= Exercise instructions =
Every line with the word "Input" in it should be extracted from the data that follows.

————————

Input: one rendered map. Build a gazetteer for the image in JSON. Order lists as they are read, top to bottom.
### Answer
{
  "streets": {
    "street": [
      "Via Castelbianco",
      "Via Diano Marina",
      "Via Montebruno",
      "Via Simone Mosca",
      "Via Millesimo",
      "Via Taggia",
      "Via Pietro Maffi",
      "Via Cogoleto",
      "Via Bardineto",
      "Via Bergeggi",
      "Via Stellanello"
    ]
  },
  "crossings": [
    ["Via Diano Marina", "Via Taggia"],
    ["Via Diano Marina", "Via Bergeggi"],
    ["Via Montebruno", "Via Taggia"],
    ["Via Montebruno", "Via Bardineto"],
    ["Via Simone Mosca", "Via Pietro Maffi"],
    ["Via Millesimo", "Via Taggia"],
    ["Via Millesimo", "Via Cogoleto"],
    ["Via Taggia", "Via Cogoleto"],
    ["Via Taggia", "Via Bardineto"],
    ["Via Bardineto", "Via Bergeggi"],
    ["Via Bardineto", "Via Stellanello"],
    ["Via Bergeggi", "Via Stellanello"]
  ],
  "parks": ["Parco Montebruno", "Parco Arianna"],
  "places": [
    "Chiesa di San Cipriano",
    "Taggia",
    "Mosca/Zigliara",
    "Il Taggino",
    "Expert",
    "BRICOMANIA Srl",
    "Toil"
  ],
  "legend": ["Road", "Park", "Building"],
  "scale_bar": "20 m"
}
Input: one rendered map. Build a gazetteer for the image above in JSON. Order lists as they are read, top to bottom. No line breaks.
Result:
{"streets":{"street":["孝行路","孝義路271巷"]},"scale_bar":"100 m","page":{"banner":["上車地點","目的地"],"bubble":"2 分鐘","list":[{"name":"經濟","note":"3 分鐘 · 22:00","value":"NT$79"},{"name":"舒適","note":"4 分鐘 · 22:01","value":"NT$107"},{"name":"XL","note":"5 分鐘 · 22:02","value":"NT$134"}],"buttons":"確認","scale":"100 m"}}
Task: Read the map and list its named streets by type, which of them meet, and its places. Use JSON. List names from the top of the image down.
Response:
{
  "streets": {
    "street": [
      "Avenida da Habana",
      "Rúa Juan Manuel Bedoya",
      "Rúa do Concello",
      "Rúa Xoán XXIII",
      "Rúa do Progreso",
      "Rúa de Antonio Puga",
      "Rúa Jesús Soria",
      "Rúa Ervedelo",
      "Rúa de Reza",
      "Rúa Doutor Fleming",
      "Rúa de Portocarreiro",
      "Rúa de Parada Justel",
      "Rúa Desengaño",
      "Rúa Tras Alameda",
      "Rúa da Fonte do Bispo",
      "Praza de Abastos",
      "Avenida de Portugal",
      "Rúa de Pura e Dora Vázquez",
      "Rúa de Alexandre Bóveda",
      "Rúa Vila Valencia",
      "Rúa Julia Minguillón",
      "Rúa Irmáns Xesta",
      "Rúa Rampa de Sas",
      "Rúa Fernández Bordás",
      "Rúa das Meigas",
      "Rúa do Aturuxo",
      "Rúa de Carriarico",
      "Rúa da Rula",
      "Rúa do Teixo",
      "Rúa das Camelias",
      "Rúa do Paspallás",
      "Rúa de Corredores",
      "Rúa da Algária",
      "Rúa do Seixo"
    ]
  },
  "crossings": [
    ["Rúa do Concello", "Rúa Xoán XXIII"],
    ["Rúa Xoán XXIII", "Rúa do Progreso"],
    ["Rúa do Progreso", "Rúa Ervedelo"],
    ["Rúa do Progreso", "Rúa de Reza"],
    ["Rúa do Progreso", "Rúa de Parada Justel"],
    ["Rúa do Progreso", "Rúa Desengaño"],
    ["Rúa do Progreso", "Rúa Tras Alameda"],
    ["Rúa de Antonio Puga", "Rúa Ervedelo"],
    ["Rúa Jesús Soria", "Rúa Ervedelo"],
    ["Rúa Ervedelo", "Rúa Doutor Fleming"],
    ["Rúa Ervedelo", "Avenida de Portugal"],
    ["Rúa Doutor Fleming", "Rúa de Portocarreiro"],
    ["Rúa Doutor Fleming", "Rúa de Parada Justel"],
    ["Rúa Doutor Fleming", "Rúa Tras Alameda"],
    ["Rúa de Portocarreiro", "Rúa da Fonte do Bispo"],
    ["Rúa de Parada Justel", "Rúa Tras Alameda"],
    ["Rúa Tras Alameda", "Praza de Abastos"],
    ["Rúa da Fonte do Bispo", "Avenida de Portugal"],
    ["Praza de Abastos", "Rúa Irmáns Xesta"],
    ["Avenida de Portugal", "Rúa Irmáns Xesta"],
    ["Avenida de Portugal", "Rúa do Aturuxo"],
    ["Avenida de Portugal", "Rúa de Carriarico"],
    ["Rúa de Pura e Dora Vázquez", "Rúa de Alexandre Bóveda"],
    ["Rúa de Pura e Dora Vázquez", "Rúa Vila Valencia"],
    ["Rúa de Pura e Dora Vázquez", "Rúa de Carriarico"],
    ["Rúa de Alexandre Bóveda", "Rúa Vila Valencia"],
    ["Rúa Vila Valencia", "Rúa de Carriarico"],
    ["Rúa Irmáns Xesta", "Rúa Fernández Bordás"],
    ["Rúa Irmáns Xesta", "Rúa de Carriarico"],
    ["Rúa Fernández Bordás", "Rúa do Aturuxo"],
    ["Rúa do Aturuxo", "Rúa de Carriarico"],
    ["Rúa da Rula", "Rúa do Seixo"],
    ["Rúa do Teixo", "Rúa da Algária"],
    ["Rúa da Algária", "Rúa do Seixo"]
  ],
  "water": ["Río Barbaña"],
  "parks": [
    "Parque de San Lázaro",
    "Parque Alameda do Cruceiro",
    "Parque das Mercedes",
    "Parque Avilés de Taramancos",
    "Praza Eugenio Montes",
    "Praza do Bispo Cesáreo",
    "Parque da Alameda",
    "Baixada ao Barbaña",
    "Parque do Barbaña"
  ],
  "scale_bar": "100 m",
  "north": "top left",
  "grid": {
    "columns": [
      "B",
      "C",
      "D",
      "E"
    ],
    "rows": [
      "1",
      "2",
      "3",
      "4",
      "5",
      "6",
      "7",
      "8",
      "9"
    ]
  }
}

————————

= Expected output =
Input: one rendered map. Build a gazetteer for the image in JSON. Order lists as they are read, top to bottom.
Input: one rendered map. Build a gazetteer for the image above in JSON. Order lists as they are read, top to bottom. No line breaks.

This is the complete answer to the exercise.